DOMADORA DE TEMPESTADES

Aos 2 minutos e 20 segundos deste discurso, depois de o povo gritar "O Führer comanda, nós seguimos!" grita o inflamado ministro da Propaganda: "Daqui para a frente o nosso lema será: Ergue-te, povo e liberta a tempestade!"

Isaiah Berlin, num texto de 1972, The Bent Twig - On the Rise of Nationalism, estabelece uma relação entre o romantismo alemão (Movimento que ficou conhecido por Sturm und Drang, ou seja, Tempestade e Ímpeto) e o nacionalismo exacerbado. Aliás, Isaiah Berlin lembra, em diversas ocasiões, que as ideias ao serem lançadas no mundo ganham uma vida própria, fugindo ao controle do seu criador que, muitas vezes, tinha com elas a melhor das intenções, acabando depois por estarem na origem de movimentos que representam precisamente o seu oposto. Aconteceu, por exemplo, com Kant. Ou, ainda mais gritante, com o polido, iluminado e empirically-minded David Hume.
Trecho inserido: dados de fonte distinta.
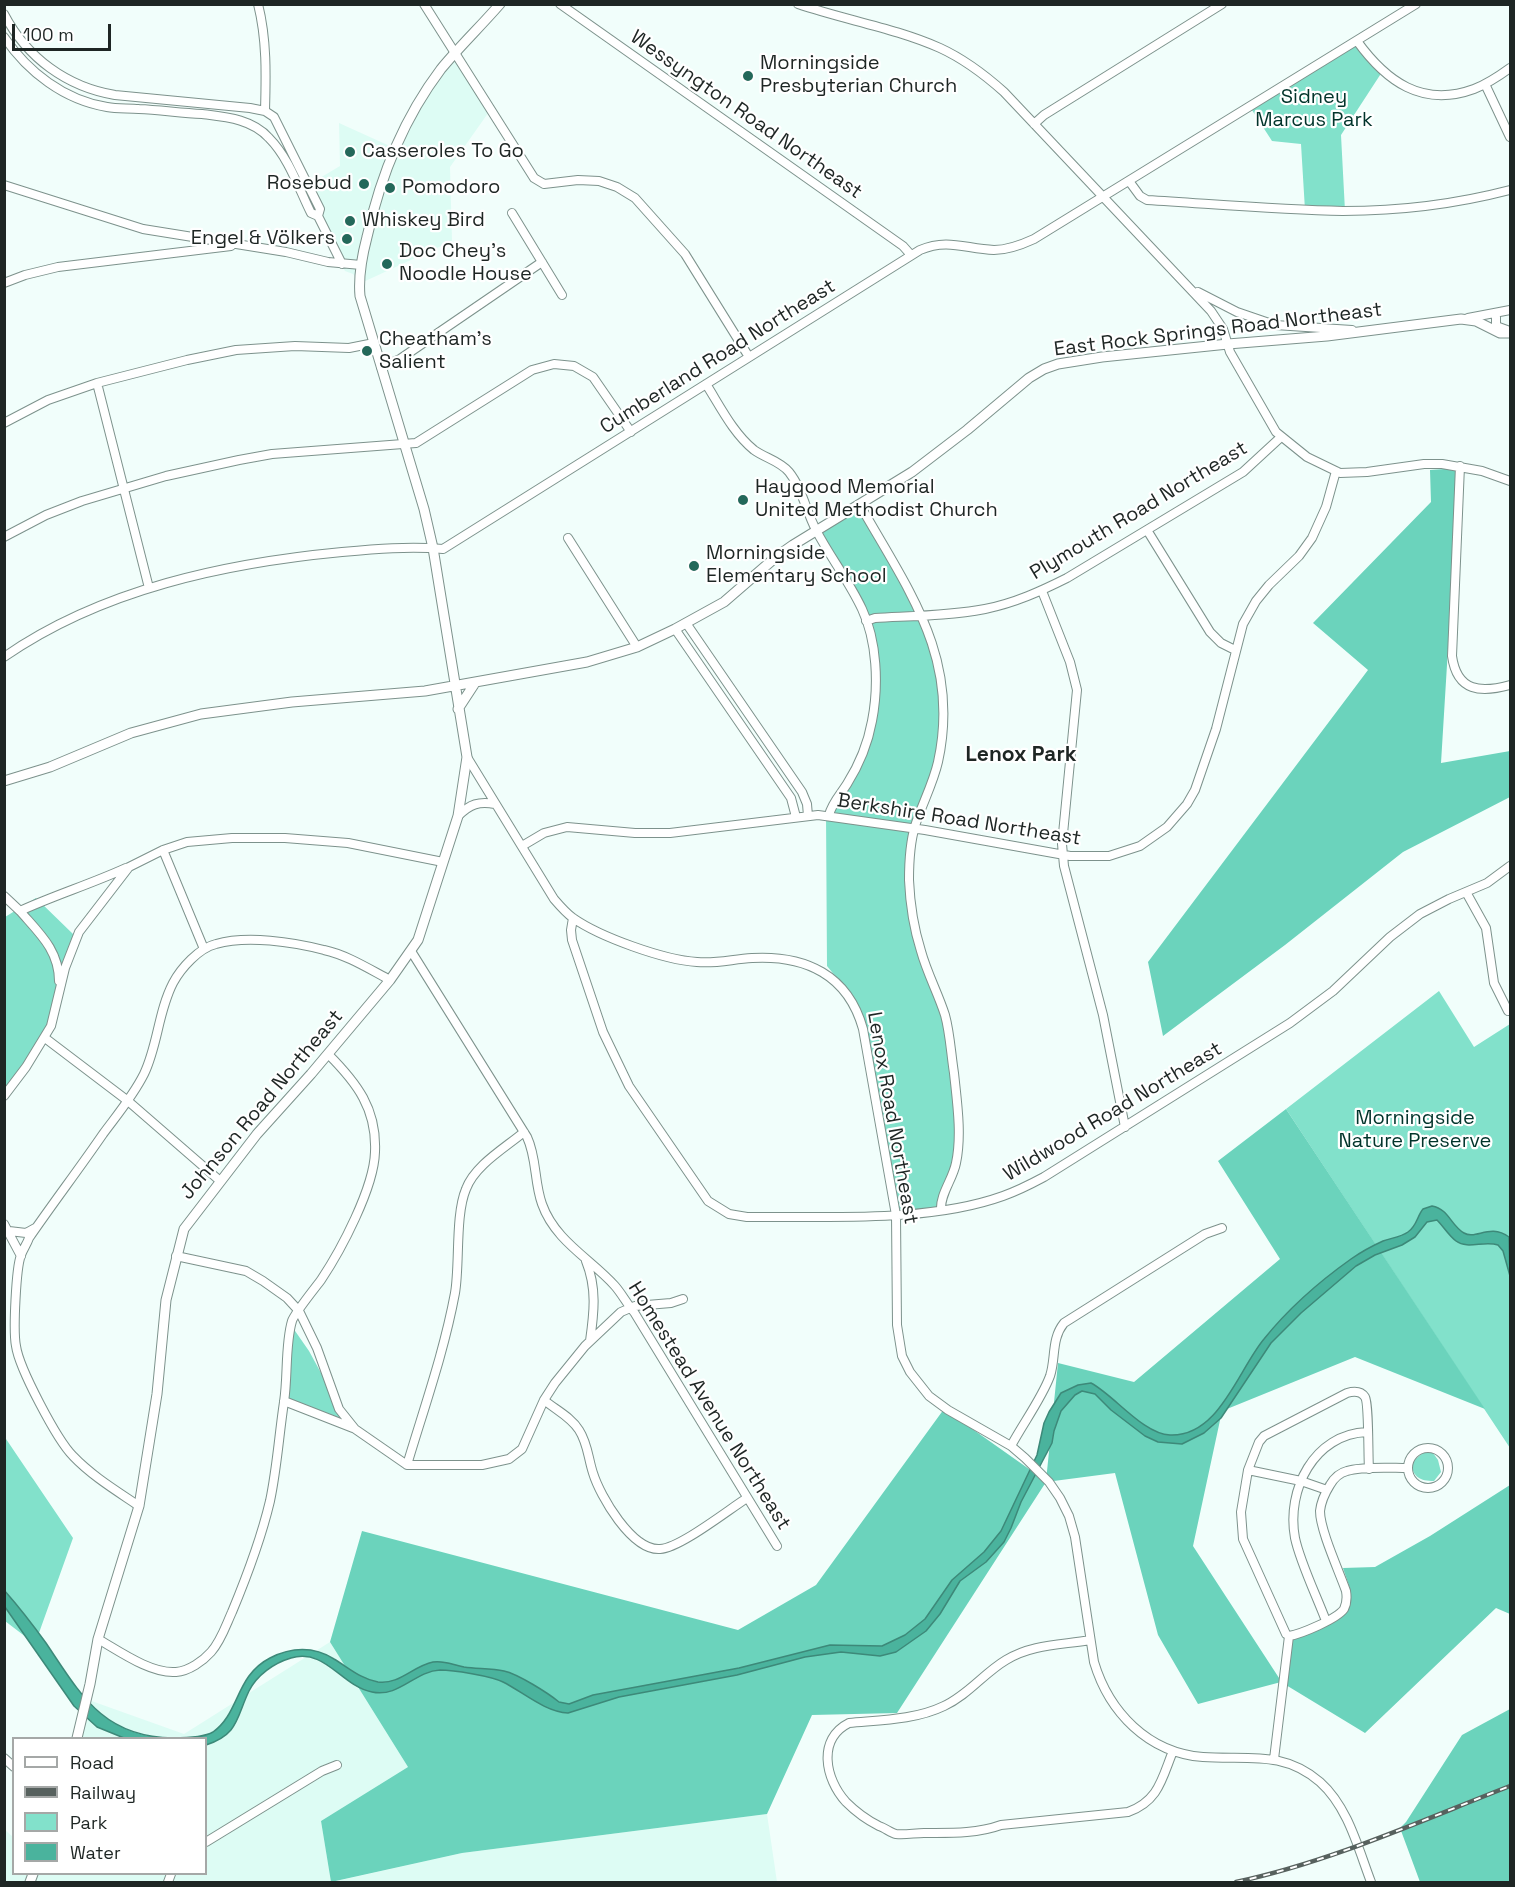 <!DOCTYPE html>
<html>
<head>
<meta charset="utf-8">
<style>
	body { margin:0 }
	#map { position:relative; width:1515px; height:1887px; overflow:hidden; background:#f1fefb; font-family:"Space Grotesk",sans-serif }
	canvas { display:block }
	.frame { position:absolute; inset:0; border:6px solid #1e2624; pointer-events:none }
	.legend { position:absolute; left:12px; top:1737px; width:195px; height:138px; box-sizing:border-box; background:#fff; border:2px solid #a5a8a7; margin:0; padding:8px 10px; list-style:none; font-size:18px; color:#1e2624 }
	.legend li { display:flex; align-items:center; gap:12px; height:30px }
	.legend b { width:30px; border:2px solid #a5a8a7 }
	.scale { position:absolute; left:12px; top:24px; width:99px; height:27px; box-sizing:border-box; border:3px solid #1e2624; border-top:0; padding-left:8px; font-size:18px; line-height:21px; white-space:nowrap; color:#1e2624; -webkit-text-stroke:4px #fff; paint-order:stroke }
</style>
</head>
<body>
<div id="map">
<canvas width="1515" height="1887"></canvas>
<div class="frame"></div>
<ul class="legend">
<li><b style="height:8px;background:#fff"></b>Road</li>
<li><b style="height:8px;background:#57615e"></b>Railway</li>
<li><b style="height:16px;background:#82e1cb"></b>Park</li>
<li><b style="height:16px;background:#4ab39d"></b>Water</li>
</ul>
<div class="scale">100 m</div>
</div>
<script>
const c = document.querySelector('canvas').getContext('2d');
c.lineJoin = 'round';
function paint(path, color) {
  c.fillStyle = color;
  c.fill(path, 'evenodd');
}
function stroke(path, color, width, dash) {
  c.strokeStyle = color;
  c.lineWidth = width;
  c.lineCap = dash ? 'butt' : 'round';
  c.setLineDash(dash || []);
  c.stroke(path);
}
function label(font, color, halo, rows, align = 'center') {
  c.font = font + ' "Space Grotesk",sans-serif';
  c.lineWidth = 4.5;
  c.setLineDash([]);
  c.textBaseline = 'middle';
  c.strokeStyle = halo;
  c.fillStyle = color;
  for (const [text, x, y, turn = 0] of rows) {
    c.save();
    c.translate(x, y);
    c.rotate((+turn || 0) * Math.PI / 180);
    c.textAlign = isNaN(turn) ? turn : align;
    if (halo) c.strokeText(text, 0, 0);
    c.fillText(text, 0, 0);
    c.restore();
  }
}
paint(new Path2D(`
	M458,55L491,109L450,167L452,241L361,283L353,274L345,271L303,188L340,166L339,123L392,147L440,74Z
	M330,1642L408,1767L321,1821L331,1882H5L4,1829L13,1837L14,1874H206V1738H74L86,1699L184,1734Z
	M767,1814L777,1882H332L462,1853Z`), '#ddfcf4');
paint(new Path2D(`
	M1357,41L1382,72L1341,135L1345,211L1305,210L1301,144L1272,141L1250,107Z
	M858,505L937,647L944,692L938,760L915,826L908,880L916,933L952,1032L957,1166L943,1212L894,1214L864,1026L849,993L827,966L826,813L854,775L871,729L878,679L867,616L817,531Z
	M36,898L74,935L71,962L53,999L51,1036L5,1092V917Z
	M1439,991L1474,1047L1510,1024V1448L1286,1109Z
	M293,1328L309,1351L349,1424L282,1397Z
	M4,1436L73,1538L35,1644L5,1621Z
	M1424,1452L1433,1453L1438,1460L1441,1472L1434,1481C1420,1481 1413,1477 1411,1463Z`), '#82e1cb');
paint(new Path2D(`
	M1459,468L1441,763L1510,751V797L1403,852L1285,945L1163,1036L1148,962L1368,670L1313,623L1431,502L1430,470Z
	M1286,1109L1485,1409L1355,1357L1222,1411L1193,1546L1281,1681L1291,1639C1310,1631 1347,1625 1351,1600C1352,1590 1346,1578 1343,1568L1375,1567L1430,1536L1510,1485V1614L1496,1608L1365,1733L1281,1682L1198,1704L1158,1635L1115,1473L1046,1482L897,1713L812,1715L767,1814L462,1853L331,1882L321,1821L408,1767L330,1642L362,1531L738,1630L816,1585L944,1409L1046,1481L1058,1363L1134,1382L1280,1259L1218,1161Z
	M1510,1709V1882H1420L1400,1828L1406,1822L1462,1735Z`), '#6bd3bc');
const water = new Path2D(`
	M1432,1206C1449,1209 1451,1226 1464,1233C1476,1240 1490,1223 1509,1237L1510,1276L1503,1251L1498,1245C1484,1240 1468,1250 1456,1241C1449,1236 1443,1226 1437,1220L1427,1222L1415,1237L1402,1245L1375,1255L1356,1266L1301,1313L1271,1343L1221,1418L1204,1433L1182,1444L1158,1442L1145,1436L1111,1410L1095,1394L1082,1391L1075,1395L1061,1411L1054,1431L1052,1443L1021,1502L1011,1528L1004,1542L986,1562L960,1581L940,1614L926,1631L896,1652L880,1656L841,1652L805,1657L737,1675L619,1697L568,1713C545,1712 523,1692 503,1682C491,1676 453,1670 440,1670C415,1671 399,1698 372,1692C341,1686 326,1648 291,1658C274,1663 257,1675 249,1691C236,1718 239,1734 206,1745V1738H124L97,1727L74,1706L5,1607L4,1590C19,1607 33,1625 46,1643C81,1695 103,1737 173,1738C185,1738 203,1738 213,1732C240,1713 235,1676 270,1658C291,1647 314,1646 334,1659C349,1668 361,1679 378,1682C399,1685 413,1666 433,1662C444,1660 453,1665 464,1667C477,1669 491,1668 504,1671C518,1674 548,1693 559,1702L569,1704L593,1695L739,1668L830,1645L882,1646L905,1635L925,1619L952,1580L984,1552L1001,1531L1037,1455L1044,1423L1049,1412L1061,1393L1078,1385L1091,1383C1114,1395 1143,1434 1170,1435C1219,1437 1238,1370 1264,1339C1288,1309 1320,1281 1351,1259C1361,1252 1372,1246 1383,1241C1391,1238 1401,1237 1408,1232C1417,1226 1417,1216 1423,1209Z`);
paint(water, '#4ab39d');
stroke(water, '#3d8979', 1.5);
const minor = new Path2D(`
	M258,4C267,40 266,75 265,111
	M424,4L534,178L544,184L578,180L599,181L617,187L635,198L685,254L749,357
	M560,4L903,246L911,255
	M798,4C845,20 895,28 940,48C964,59 985,75 1004,92L1211,311L1223,329L1230,352L1276,432L1307,457L1340,473L1367,472L1424,464H1442L1482,471L1510,481
	M4,14C27,58 67,87 115,95L250,108L265,111L274,117L320,209L318,216L342,264
	M4,37C28,72 64,100 107,107C117,109 128,108 139,109C160,110 181,113 202,114C226,117 252,119 269,138C289,158 299,189 311,213L318,216
	M1357,41C1386,81 1422,108 1474,89C1487,84 1499,76 1510,68
	M1485,84L1510,137
	M1034,124L1044,115L1222,4
	M1129,181L1140,196L1147,200C1213,204 1278,210 1343,211C1400,211 1456,204 1510,190
	M4,185L143,229L286,252L328,262L361,265
	M512,213L562,295
	M4,283L25,275L58,267L231,246
	M1198,292L1237,312L1275,325L1352,330
	M1496,314V326L1507,330
	M1468,318L1510,310
	M381,367L400,359L542,262
	M97,383L149,588
	M706,384C720,406 733,433 754,450C765,458 780,461 789,472C802,488 806,511 816,530C830,557 849,581 862,609C877,641 879,685 872,721C868,743 859,765 847,784C840,795 832,803 829,815
	M4,423L48,400L97,383L187,360L236,350L295,346L349,348L374,343
	M1460,466L1452,656C1457,692 1481,693 1510,685
	M860,505C908,590 961,658 938,762C933,784 922,804 915,826C910,843 909,862 909,880C910,903 914,929 921,951C927,973 938,993 945,1015C950,1033 951,1054 954,1073C957,1102 962,1135 956,1163C953,1179 940,1194 941,1210
	M1147,530L1210,632L1221,643L1235,650
	M4,537L46,515L82,501L166,476L239,460L272,454L416,443L532,370L554,364L574,366L593,377L631,432
	M568,538L637,647
	M1042,591L1070,662L1077,690L1062,844L1064,866L1103,1015L1125,1127
	M866,621L875,618C911,616 949,616 985,609C1015,603 1041,591 1067,578L1243,472L1281,437
	M686,623L802,792L807,804L808,816
	M675,629L791,798L796,817
	M4,657C102,589 226,563 342,552C375,549 410,546 443,549L920,250C948,238 966,249 994,250C1008,250 1021,245 1034,239L1416,4
	M467,757L554,899C560,906 566,913 573,918C600,937 664,960 697,962C716,964 733,959 752,958C806,955 848,975 863,1029L896,1215L897,1325L902,1356L910,1372L929,1396L948,1410L1011,1446L1025,1458L1049,1482L1060,1498L1069,1516L1075,1537L1094,1662C1109,1712 1148,1753 1203,1757C1247,1760 1283,1750 1320,1782C1348,1807 1358,1848 1371,1882
	M458,816C470,804 479,801 495,804
	M522,846L544,833L567,827L635,833H670L818,815L925,830L1070,856H1109L1140,846L1167,827L1187,804L1195,790L1216,729L1243,624L1256,601L1269,585L1299,556L1312,538L1326,507L1336,471
	M163,850L204,949
	M1466,892L1486,928L1494,983L1508,1011
	M4,896L20,911C55,895 91,884 126,868
	M20,911C39,933 59,950 59,981
	M573,918L571,930L572,940L603,1032L629,1086L708,1201L729,1214L747,1217C827,1216 928,1223 1003,1196C1017,1191 1031,1184 1044,1177L1290,1023L1333,991L1390,937L1420,914L1449,899L1487,883L1510,866
	M411,951L527,1137C537,1158 534,1182 542,1204C555,1241 591,1259 615,1286C622,1294 627,1304 634,1312L777,1546
	M45,1038L128,1101L219,1180
	M4,1096L26,1067L51,1026L65,968L79,932L129,867L163,850L187,842L232,838H285L348,843L443,862
	M4,1224L21,1256
	M9,1231L26,1233L35,1228
	M176,1256L246,1271L263,1281L287,1298L299,1311L317,1348L339,1409L355,1429L407,1465H482L509,1459L522,1449L544,1400L555,1383L585,1346L621,1312L635,1306L671,1303L683,1299
	M586,1261C597,1288 594,1313 590,1341
	M544,1400C556,1410 571,1417 579,1430C588,1444 588,1458 593,1473C600,1496 632,1551 660,1549C680,1548 728,1510 747,1498
	M284,1401L353,1428
	M1011,1446C1022,1425 1042,1398 1050,1376C1056,1358 1051,1339 1064,1323L1205,1234L1222,1228
	M1408 1468a20 20 0 1 1 40 0a20 20 0 1 1-40 0Z
	M407,1465C424,1408 444,1352 455,1293C460,1264 455,1215 466,1189C475,1165 505,1148 524,1132
	M1369,1469C1368,1457 1369,1403 1365,1397C1361,1391 1354,1391 1347,1393L1264,1436L1259,1442L1248,1470L1241,1512L1243,1539L1286,1634L1289,1636C1301,1634 1337,1619 1344,1609C1347,1603 1347,1597 1346,1591C1339,1571 1320,1530 1320,1511C1321,1502 1325,1493 1330,1485C1334,1478 1339,1473 1347,1471C1362,1466 1391,1468 1407,1468
	M1248,1470L1301,1481L1327,1490
	M139,1506C117,1491 92,1476 73,1456C57,1440 19,1368 16,1346C13,1331 16,1268 21,1255C23,1249 27,1244 29,1238C53,1203 79,1169 103,1134C117,1115 133,1096 144,1074C158,1045 158,1012 173,983C181,968 199,948 216,944C247,935 293,942 324,950C347,955 369,969 390,980
	M1326,1621C1317,1597 1300,1562 1295,1538C1286,1490 1314,1434 1367,1432
	M98,1639C119,1651 151,1674 176,1672C189,1671 203,1661 211,1652C221,1641 226,1625 232,1612C247,1576 261,1539 270,1501C277,1468 279,1435 284,1402C288,1377 285,1344 292,1321C294,1314 315,1288 321,1280C341,1250 374,1188 375,1152C377,1109 357,1083 328,1054
	M1090,1640C1062,1645 1032,1644 1006,1660C984,1673 968,1695 944,1706C915,1720 880,1720 849,1723C817,1739 825,1779 846,1802C855,1811 867,1820 879,1826C885,1828 891,1833 896,1834C905,1835 915,1833 924,1833C951,1833 976,1834 1001,1825L1128,1812C1159,1801 1162,1778 1173,1751
	M4,1758L14,1767
	M1274,1759L1289,1636
	M206,1842L322,1771L337,1765
	M168,1882L171,1874`);
const tertiary = new Path2D(`
	M458,709L475,683
	M4,781L50,767L131,733L201,714L292,702L425,691L587,662L637,647L675,629L724,602L776,557L793,545L912,472L967,430L1029,378L1044,369L1058,364L1102,357L1228,344L1327,336L1461,319L1476,321L1500,333H1510
	M77,1738L90,1684L98,1639L139,1506L157,1394L166,1300L184,1229L257,1134L311,1074L390,980L418,940L458,816L467,757L433,548L424,509L360,296C358,275 362,256 367,237C380,178 404,118 441,69C459,47 481,26 500,4
	M30,1882L33,1874`);
stroke(minor, '#7d928c', 10);
stroke(tertiary, '#7d928c', 11);
stroke(minor, '#fff', 8);
stroke(tertiary, '#fff', 9);
const rail = new Path2D(`
	M1236,1882C1330,1862 1420,1821 1510,1786`);
stroke(rail, '#57615e', 4.5);
stroke(rail, '#fff', 2, [7]);
for (const [x, y, r, color] of [
	[748,76,6,"#24685a"],
	[350,152,6,"#24685a"],
	[364,184,6,"#24685a"],
	[390,188,6,"#24685a"],
	[350,221,6,"#24685a"],
	[347,239,6,"#24685a"],
	[387,264,6,"#24685a"],
	[367,351,6,"#24685a"],
	[743,500,6,"#24685a"],
	[694,566,6,"#24685a"]
]) {
  const dot = new Path2D();
  dot.arc(x, y, r, 0, 2 * Math.PI);
  c.fillStyle = color;
  c.fill(dot);
  stroke(dot, '#fff', 2);
}
label('20px', '#1e2624', '#fff', [
	["Morningside",760,64],
	["Presbyterian Church",760,87],
	["Casseroles To Go",362,152],
	["Rosebud",352,184,"right"],
	["Pomodoro",402,188],
	["Whiskey Bird",362,221],
	["Engel & Völkers",335,239,"right"],
	["Doc Chey's",399,252],
	["Noodle House",399,275],
	["Cheatham's",379,340],
	["Salient",379,363],
	["Haygood Memorial",755,488],
	["United Methodist Church",755,511],
	["Morningside",706,554],
	["Elementary School",706,577]
], 'left');
label('20px', '#01342b', '#fff', [
	["Sidney",1314,98],
	["Marcus Park",1314,121],
	["Morningside",1415,1119],
	["Nature Preserve",1415,1142]
]);
label('20px', '#1e2624', '#fff', [
	["Wessyngton Road Northeast",746,115,35],
	["East Rock Springs Road Northeast",1218,330,-7],
	["Cumberland Road Northeast",718,357,-32],
	["Plymouth Road Northeast",1139,511,-31],
	["Berkshire Road Northeast",959,820,9],
	["Johnson Road Northeast",262,1105,-50],
	["Wildwood Road Northeast",1113,1112,-31],
	["Lenox Road Northeast",892,1118,80],
	["Homestead Avenue Northeast",709,1406,58]
]);
label('bold 21px', '#1e2624', '#fff', [
	["Lenox Park",1021,755]
]);
</script>
</body>
</html>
Em suma, com as ideias não se brinca. Sendo assim, temos aqui uma interessante tarefa para a filosofia: domadora de tempestades. E qual a melhor maneira de domar tempestades? Domando as próprias ideias. Há um nome para isso: cepticismo.

2 comentários:

Jorge Mesquita disse...

Domar ideias é transformar as ideias num circo de castrados mentais. Discuti-las, combatê-las, refutá-las, recusá-las, é iluminá-las sem cepticismo. No saber filtrá-las é que se encontra a placa giratória das ideias positivas. Restam-me as perguntas: Quem seria o domador ou os domadores? Quem lhes daria o poder para tal? Qual seria o resultado de tal domínio?

Oeiras, 20/11/2009 - Jorge Brasil Mesquita
www.comboiodotempo.blogspot.com

José Ricardo Costa disse...

Caro Jorge Mesquita,

Domar ideias não significa castrá-las. Mas, ainda assim, prefiro castrar certas ideias do que ser castrado por elas. Tem toda a razão relativamente ao criticar, combater, refutar e recusar, excepto num pequeno e irrelevante pormenor: a isso, chama-se cepticismo.